Here are some notable classes that I’ve taken. (G) refers to a graduate-level class.

Math

18.656 (G) Mathematical Statistics: A Non-Asymptotic Approach

Statistical analysis without relying on \(n \to \infty\): every bound is exactly true regardless of the value of \(n\). Results are in the form of concentration bounds \(\mathbb{P}[Z_n > t] \le e^{-cnt}\), bounds on estimation error \(\mathbb{E} \Vert \hat{\theta} - \theta^* \Vert_2^2 \le \frac{c \sigma^2 f(d)}{n}\) under a constraint \(\theta \in \Theta\), etc. Full of deep intuitions from geometry and linear algebra!

6.780 (G) (previously 6.437) Inference and Information

A fun and fast-paced class about inferring parameters from data in both Bayesian and non-Bayesian manners. Lots of information theory as well. Get comfortable with taking expectations and integrals of everything and trying to visualize infinite-dimensional spaces of probability distributions.

18.650 Fundamentals of Statistics

Asymptotic statistical theory (Central Limit Theorem repeatedly) and statistical tests such as the Wald test, t-test, permutation tests, etc.

6.S095 Intermediate Probability Problem Solving

A very fast-paced and problem-solving oriented class that was difficult to keep up with but a great introduction to using probability in practice.
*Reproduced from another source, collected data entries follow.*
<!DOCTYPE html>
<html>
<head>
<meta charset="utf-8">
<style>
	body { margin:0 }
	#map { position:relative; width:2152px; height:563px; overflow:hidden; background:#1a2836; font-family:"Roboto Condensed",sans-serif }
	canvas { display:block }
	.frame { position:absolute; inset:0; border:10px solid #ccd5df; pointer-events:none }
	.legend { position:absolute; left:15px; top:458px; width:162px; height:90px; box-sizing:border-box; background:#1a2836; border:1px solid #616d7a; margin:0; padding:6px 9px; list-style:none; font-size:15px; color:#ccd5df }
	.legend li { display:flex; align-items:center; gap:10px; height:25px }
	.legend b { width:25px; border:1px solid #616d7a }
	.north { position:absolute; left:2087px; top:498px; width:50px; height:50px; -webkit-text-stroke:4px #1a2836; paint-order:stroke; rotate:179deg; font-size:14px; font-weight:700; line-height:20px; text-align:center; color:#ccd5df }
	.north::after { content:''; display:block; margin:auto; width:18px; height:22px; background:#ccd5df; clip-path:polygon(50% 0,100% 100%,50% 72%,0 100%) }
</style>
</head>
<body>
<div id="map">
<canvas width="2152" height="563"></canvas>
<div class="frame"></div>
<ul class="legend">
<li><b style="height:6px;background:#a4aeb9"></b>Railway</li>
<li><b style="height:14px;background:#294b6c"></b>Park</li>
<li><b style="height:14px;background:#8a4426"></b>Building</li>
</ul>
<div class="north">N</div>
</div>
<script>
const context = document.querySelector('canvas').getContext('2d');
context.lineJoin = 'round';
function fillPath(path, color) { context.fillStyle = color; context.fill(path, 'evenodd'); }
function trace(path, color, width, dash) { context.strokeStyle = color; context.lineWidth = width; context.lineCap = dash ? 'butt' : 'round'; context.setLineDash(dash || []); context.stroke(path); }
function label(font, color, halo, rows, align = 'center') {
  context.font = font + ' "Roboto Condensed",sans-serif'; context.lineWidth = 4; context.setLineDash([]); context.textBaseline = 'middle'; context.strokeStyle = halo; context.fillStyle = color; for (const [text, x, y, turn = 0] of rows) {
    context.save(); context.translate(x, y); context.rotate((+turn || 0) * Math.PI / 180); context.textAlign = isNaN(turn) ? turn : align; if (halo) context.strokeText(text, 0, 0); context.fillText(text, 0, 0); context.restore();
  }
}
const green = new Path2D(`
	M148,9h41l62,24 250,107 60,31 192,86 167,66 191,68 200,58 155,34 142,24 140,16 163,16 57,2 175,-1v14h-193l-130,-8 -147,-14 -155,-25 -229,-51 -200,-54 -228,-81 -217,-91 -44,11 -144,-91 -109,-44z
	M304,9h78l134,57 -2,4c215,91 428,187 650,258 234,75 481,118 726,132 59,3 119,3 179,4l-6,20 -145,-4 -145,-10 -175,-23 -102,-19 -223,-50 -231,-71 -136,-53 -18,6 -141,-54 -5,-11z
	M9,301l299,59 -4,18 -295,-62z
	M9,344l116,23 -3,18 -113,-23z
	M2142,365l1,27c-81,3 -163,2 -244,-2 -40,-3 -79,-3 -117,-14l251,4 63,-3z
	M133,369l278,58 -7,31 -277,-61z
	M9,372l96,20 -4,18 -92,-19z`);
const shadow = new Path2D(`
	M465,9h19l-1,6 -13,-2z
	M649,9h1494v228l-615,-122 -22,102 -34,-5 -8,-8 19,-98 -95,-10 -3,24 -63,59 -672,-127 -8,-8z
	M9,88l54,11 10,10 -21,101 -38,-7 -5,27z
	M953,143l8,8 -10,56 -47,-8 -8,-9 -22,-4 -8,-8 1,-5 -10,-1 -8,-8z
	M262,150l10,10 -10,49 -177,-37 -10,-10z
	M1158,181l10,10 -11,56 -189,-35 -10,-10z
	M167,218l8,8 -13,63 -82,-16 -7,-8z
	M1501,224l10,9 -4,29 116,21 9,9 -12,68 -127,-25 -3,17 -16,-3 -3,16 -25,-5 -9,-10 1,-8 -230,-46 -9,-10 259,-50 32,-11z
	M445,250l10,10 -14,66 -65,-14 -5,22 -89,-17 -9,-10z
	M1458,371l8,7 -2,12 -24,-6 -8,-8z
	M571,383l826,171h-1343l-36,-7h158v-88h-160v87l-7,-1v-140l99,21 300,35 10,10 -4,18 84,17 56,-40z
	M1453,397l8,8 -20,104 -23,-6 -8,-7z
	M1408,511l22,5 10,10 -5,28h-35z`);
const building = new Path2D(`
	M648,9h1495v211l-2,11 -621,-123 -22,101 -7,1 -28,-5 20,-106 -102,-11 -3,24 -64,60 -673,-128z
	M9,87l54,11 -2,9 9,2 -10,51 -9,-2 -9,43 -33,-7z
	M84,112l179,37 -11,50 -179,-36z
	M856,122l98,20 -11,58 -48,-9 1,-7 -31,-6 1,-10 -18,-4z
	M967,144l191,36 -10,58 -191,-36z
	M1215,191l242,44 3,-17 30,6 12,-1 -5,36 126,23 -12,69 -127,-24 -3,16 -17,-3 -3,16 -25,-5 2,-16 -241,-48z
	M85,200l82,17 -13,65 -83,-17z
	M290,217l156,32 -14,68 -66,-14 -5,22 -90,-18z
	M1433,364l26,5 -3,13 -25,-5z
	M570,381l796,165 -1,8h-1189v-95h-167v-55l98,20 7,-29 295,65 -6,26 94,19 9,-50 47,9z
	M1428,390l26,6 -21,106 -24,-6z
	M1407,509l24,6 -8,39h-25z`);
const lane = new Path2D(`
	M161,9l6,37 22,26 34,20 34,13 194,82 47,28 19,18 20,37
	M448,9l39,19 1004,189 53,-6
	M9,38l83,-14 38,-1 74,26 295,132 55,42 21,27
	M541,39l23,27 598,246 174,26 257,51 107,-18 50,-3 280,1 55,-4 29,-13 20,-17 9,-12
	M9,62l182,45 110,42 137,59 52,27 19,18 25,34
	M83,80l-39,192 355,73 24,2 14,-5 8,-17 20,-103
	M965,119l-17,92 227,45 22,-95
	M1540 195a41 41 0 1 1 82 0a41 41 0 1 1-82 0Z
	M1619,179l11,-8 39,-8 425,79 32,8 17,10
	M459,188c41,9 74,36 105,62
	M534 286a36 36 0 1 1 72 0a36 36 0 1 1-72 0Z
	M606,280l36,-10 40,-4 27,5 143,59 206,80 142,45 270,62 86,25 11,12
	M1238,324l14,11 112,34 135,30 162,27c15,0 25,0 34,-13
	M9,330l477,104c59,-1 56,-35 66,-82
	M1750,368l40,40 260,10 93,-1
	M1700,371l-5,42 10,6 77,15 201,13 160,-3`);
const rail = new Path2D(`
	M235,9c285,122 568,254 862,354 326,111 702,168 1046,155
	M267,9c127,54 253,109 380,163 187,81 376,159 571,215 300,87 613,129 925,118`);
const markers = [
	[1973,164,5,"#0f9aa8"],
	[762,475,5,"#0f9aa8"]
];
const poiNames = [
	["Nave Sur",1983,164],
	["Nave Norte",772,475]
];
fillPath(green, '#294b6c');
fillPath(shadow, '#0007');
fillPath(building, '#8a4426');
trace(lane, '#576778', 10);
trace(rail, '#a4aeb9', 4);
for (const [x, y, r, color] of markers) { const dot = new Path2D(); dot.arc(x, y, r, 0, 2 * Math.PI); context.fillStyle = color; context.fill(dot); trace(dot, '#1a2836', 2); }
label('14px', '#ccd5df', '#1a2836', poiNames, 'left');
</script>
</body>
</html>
18.705 (G) Commutative Algebra

Rings, ideals, modules, tensor products, Noetherian rings/modules, Dedekind domains, etc. Fun class, though it’s in a tough spot because it would feel much more motivated alongside algebraic geometry or number theory.

18.225 (G) Graph Theory and Additive Combinatorics

Difficult class with a very Olympiad-like flavor and lots of interesting, deep theory within the niche of extremal graph theory and additive combinatorics. My favorite units were probably graph limits, regularity, and Freiman’s theorem.

CS

6.566 (G) (previously 6.858) Computer Systems Security

Survey of security principles and defenses across computer systems, such as memory safety, operating systems, software isolation, symbolic verification, client device security, web security, networks, authentication, etc.
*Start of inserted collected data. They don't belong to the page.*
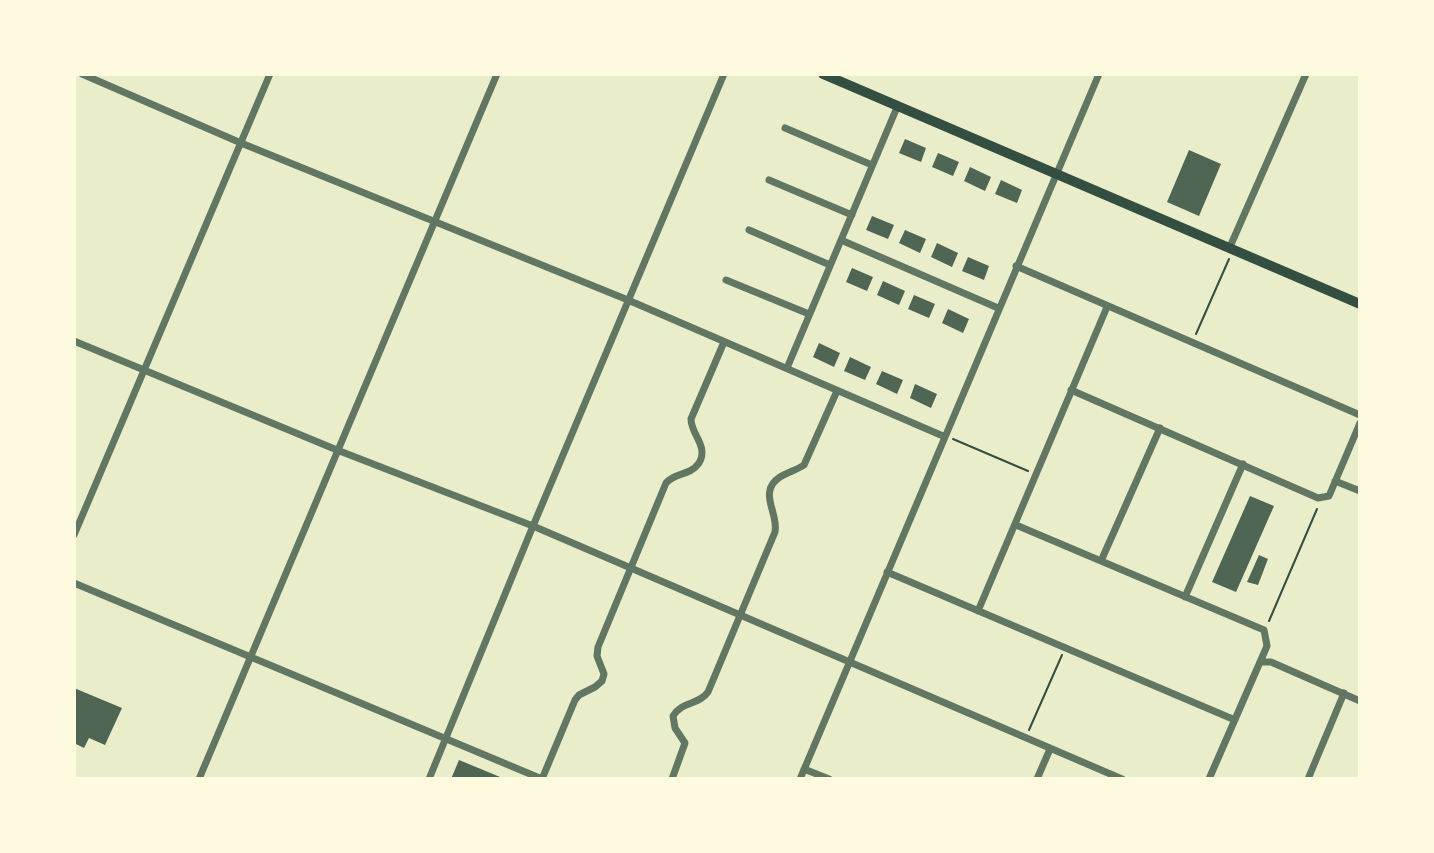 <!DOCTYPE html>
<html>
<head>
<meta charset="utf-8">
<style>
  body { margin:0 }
  #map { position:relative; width:1434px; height:853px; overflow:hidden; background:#e9edc9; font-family:"Archivo Narrow",sans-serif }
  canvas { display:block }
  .frame { position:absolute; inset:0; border:76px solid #fefae0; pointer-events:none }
</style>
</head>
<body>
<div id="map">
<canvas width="1434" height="853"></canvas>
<div class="frame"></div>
</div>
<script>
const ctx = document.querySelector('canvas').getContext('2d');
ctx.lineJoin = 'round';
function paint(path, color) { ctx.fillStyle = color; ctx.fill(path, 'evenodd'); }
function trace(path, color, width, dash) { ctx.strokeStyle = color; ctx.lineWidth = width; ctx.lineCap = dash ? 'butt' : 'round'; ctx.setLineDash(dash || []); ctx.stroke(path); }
paint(new Path2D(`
  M905 139 926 148 921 162 899 153Z
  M1189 150 1221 164 1199 216 1167 202Z
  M938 153 959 162 953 176 932 167Z
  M970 167 991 177 985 191 964 181Z
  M1001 180 1022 190 1017 203 995 194Z
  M872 216 894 225 888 239 866 230Z
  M905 230 926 239 920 253 899 243Z
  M937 243 958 253 952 267 931 257Z
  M968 257 989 266 984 280 962 271Z
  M852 268 873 277 867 291 846 282Z
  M883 281 905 291 899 305 877 295Z
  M914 295 935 304 929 318 908 309Z
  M948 309 969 319 963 333 942 323Z
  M819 343 840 353 834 367 813 357Z
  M850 357 871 367 865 380 844 371Z
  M882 371 903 380 897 394 876 384Z
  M915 384 937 394 931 408 910 398Z
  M1250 496 1274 506 1236 592 1212 582Z
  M1259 555 1268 559 1258 585 1247 582Z
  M74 688 122 708 105 745 89 738 84 748 74 743Z
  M459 760 505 779H451Z`), '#4f6655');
trace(new Path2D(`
  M1196 334 1229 259
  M953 439 1028 471
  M1269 621 1317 509
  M1029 730 1062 655`), '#344e41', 2);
trace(new Path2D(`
  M82 74 241 143 628 300 943 436
  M785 128 872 165
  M769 180 852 215
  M749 230 830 265
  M841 240 998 308
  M1229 249 1306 74
  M1016 266 1360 415
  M726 280 809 314
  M74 341 337 450 533 526 1122 779
  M787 368 898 105
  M1071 390 1318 498 1329 496 1360 423
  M1335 481 1360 491
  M1016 525 1264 630 1267 646 1209 779
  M74 535 270 74
  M1101 561 1160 428
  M887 572 1235 720
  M74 583 542 779
  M1185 597 1243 464
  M978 611 1107 307
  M1260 662H1271L1360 701
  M804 769 829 779
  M199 779 497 74
  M429 779 533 526 724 74
  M542 779 575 700 579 695 595 687 602 681 604 674 597 656 598 647 666 483C675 472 690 476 699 463 709 446 691 435 691 419L724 342
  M672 779 685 743 675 728 673 716C682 701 699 705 708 692L775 532C779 513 757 492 780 477 788 472 797 470 804 465L837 391
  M800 779 1099 74
  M1037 779 1050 749
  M1308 779 1344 693`), '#617663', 7);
trace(new Path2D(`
  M823 74 1360 304`), '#344e41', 10);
</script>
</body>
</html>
6.830 (G) (previously 6.869) Advances in Computer Vision

Traditional computer vision, e.g. Sobel filters, all the way up to modern-day CNNs and ResNet/robust ImageNet. Comes with lots of very nice and some very creepy machine-generated images.

6.122 (previously 6.046) Design and Analysis of Algorithms

Median finding, hashing, flow networks, linear optimization, randomized algorithms, amortized analysis, computability, the whole grab bag.

6.390 (previously 6.036) Introduction to Machine Learning

(Self-study) Lots of theory with interesting perspectives such as Markov decision processes.

Full Stack App Development

Learn web app development in a stack of your choice: I learned Django, HTML/CSS/JavaScript (jQuery, D3), PostgreSQL.

6.147 Battlecode

Writing instructions for an army of bots. Competitive programming plus strategy. It was also good Java practice.

Economics

14.382 (G) Econometrics

I was in this fast-paced class for the first 5 weeks. Topics like conditional IV, GMM, and bootstrap (but mostly GMM, since everything is GMM).

14.32 Econometrics

First time I learned about a lot of the really interesting applications of econometrics such as determining correlations between sociological variables like race, gender, education, wage etc., as well as ingenious methods such as IV regression (see my blog post about it!).

14.73 The Challenge of World Poverty

Turns solving the problem of poverty into something very analytically tractable. This class is solely responsible for me being interested in economics.

14.75 Political Economics and Economic Development

The impact of colonialism, whether leaders matter, what causes conflict, all through the lens of economic theory: equations and models.

14.13 Psychology and Economics

(Self-study) What are we but partially naive quasihyperbolic discounters?

Business

15.076 Analytics for a Better World

Solving all kinds of optimization problems to make the world better in a very concrete way, using large datasets and powerful optimization tools (including machine learning!).

Physics

Fluid Mechanics

A fun and challenging class where you learn to make friends with differential equations (there is no other choice really).

Modern Physics

A good introduction to special relativity and quantum mechanics.